MS Patients with Low Physical Disability Incur High Economic Burden, Study Shows

MS Patients with Low Physical Disability Incur High Economic Burden, Study Shows

Even at a low level of disability, people with multiple sclerosis (MS) have substantial indirect and informal caregiving costs due to disease progression — with unemployment markedly adding to the economic burden, a Spanish study reports.

The study, “Economic burden of multiple sclerosis in a population with low physical disability,” was published in the journal BMC Public Health.

MS has significant impact on health-related quality of life, with disability and fatigue — two hallmarks of the disease — hindering patients’ ability to work or study. This often results in early unemployment. As MS progresses, many individuals often need the support of caregivers to perform daily life activities.

Limited information is available on MS-associated economic burden imposed on patients by the costs of informal care and loss of employment.

To fill this gap, Spanish researchers evaluated the cost burden of indirect and informal care for 199 people with MS. Participants (mean age 43.9 years, and 60% females) were followed at 19 MS clinical units across Spain. Among the participants, 172 (86.4%) had relapsing-remitting MS, and 27 (13.6%) had primary progressive MS.

The Expanded Disability Status Scale (EDDS) was used to determine each individual’s level of disability. EDDS scoring is done by a trained neurologist, who quantifies a patient’s disability on a scale of zero to 10, in 0.5 increments.  EDDS also is used to monitor changes in disability levels through the course of MS. The greater the EDDS score, the higher the disability level.

The team used the 23-item MS Work difficulties questionnaire (MSWDQ-23) to assess the level of hardships participants experienced at their workplace. A patient-reported survey, the questionnaire highlights the extent of psychological and cognitive, physical, and other external difficulties experienced at work by people with the disease. MSWDQ-23 scores range from zero to 100, with a higher score correlating to more significant workplace difficulties.
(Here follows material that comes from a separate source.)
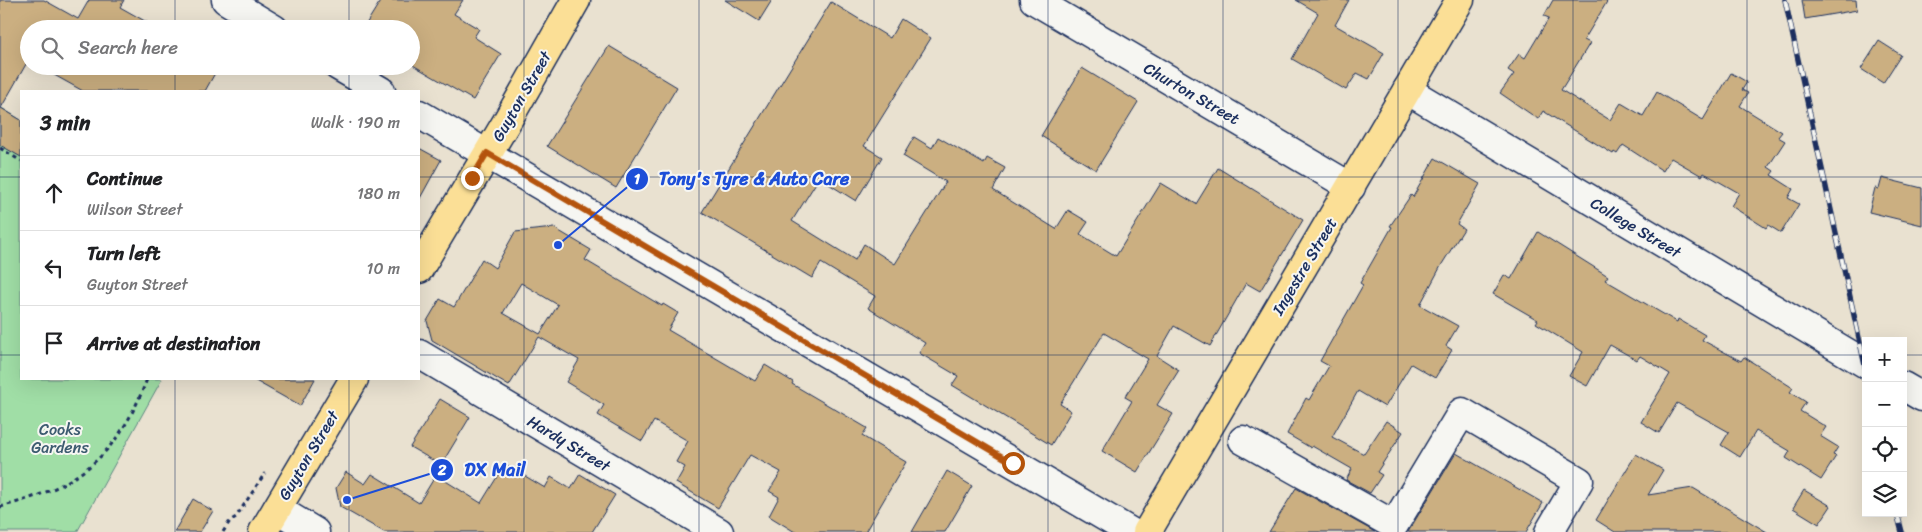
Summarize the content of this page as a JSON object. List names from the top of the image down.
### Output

The study population had a median EDDS score of 2, and a median MSWDQ-23 score of 31.5, indicating an overall low level of physical disability.

Despite this, MS was found to have a marked impact on the individuals’ work and academic activity.

At the time of MS diagnosis, 70.6% of the participants were employed. However, at the start of this study, 9.6 years later, the employment rate among the participants had dropped to 47.2%.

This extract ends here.